The deputy prime minister paid fulsome tribute, even embarrassing Colbert, to the “wonderful US military” that had “saved us from tyranny” and “helped us defeat Al Qaeda and the terrorists.”

Colbert may have thought with his Iraq trip he could pay tribute to the troops in some “politically neutral” fashion, avoid the thornier issues of the war’s motives and outshine the generally dull-witted military brass. However, one can’t play games with such questions. The comic’s light-mindedness and unseriousness render him vulnerable to the manipulations of the far more serious political and military establishment.

Colbert’s star is clearly in the ascendancy. The appearances of Bush senior and junior suggest that much, if not all, is forgiven for the 2006 lambasting. Back in the fold, if he ever left it, Colbert made the cover of Newsweek magazine last week and performed the task, comically, of guest editor.

The same media that blasted him three years ago for his “rude” and “offensive” assault on Bush has applauded his Iraq tour. The Los Angeles Times even felt called on to congratulate Colbert in an editorial for “bringing together Comedy Central’s largely liberal audience, the military, media and conservative politicians to focus attention on the 130,000-plus American troops still fighting a war we started.”

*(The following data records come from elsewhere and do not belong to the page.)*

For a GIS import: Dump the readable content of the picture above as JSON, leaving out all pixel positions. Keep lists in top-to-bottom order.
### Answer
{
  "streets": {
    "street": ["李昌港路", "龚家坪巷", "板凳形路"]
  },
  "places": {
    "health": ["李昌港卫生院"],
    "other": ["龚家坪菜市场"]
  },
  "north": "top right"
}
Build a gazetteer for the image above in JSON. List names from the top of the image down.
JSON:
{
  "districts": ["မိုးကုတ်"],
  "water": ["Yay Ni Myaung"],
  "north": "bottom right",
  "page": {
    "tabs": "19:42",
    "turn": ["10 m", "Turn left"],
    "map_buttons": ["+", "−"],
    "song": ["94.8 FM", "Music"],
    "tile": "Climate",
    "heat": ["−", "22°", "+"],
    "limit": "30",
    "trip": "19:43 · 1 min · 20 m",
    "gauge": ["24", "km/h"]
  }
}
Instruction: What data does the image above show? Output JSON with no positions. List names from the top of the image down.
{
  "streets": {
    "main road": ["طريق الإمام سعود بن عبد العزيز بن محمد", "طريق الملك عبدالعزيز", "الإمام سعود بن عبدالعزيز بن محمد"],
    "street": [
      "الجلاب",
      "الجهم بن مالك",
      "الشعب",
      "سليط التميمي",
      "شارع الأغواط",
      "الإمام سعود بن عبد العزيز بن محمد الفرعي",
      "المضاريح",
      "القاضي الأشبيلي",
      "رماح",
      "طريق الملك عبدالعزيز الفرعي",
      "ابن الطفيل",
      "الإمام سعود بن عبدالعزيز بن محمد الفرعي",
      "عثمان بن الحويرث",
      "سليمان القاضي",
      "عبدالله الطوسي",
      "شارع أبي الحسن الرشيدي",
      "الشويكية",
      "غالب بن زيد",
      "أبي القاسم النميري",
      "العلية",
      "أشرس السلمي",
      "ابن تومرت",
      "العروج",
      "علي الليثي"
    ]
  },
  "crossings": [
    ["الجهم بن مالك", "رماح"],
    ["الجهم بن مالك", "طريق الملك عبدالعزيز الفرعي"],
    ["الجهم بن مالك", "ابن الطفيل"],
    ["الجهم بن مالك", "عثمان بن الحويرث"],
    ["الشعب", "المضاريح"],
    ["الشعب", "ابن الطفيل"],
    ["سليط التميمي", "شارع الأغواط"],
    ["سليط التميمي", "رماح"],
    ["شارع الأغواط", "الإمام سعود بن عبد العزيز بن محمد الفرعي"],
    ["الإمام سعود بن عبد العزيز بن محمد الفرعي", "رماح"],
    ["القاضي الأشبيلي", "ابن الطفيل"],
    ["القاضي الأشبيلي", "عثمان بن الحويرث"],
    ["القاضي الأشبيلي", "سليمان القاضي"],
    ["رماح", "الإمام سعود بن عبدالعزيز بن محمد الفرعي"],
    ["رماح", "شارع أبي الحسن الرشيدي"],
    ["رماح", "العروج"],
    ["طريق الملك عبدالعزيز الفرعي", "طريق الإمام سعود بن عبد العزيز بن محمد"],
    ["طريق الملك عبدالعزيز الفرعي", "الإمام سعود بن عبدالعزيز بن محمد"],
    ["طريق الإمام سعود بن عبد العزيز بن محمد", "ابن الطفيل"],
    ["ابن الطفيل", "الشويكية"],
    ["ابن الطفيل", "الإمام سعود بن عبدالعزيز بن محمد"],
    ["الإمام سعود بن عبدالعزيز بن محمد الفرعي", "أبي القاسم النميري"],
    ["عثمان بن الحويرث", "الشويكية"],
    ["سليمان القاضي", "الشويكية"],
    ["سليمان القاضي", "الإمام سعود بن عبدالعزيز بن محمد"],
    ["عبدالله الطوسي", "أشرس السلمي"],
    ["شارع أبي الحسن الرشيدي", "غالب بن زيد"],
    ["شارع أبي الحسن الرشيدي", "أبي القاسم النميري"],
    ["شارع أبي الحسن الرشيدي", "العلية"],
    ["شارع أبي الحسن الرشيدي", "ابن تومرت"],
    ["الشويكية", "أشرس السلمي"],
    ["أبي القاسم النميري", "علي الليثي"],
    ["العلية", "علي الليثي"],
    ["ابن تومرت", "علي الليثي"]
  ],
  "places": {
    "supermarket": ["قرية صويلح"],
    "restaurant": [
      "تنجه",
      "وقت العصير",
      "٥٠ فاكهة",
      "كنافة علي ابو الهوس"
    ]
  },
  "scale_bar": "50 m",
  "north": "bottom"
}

Alessandra Stanley of the New York Times echoed the comment, observing that “Mr. Obama and former presidents humored Comedy Central by taping tongue-in-cheek messages to the troops: they seized the opportunity to participate in a government-sanctioned tribute alongside a comedian popular with people who despise conventional politics and government-sanctioned entertainment.”

Unhappily, in the process, Colbert showed his all-too “conventional” and “government-sanctioned” colors.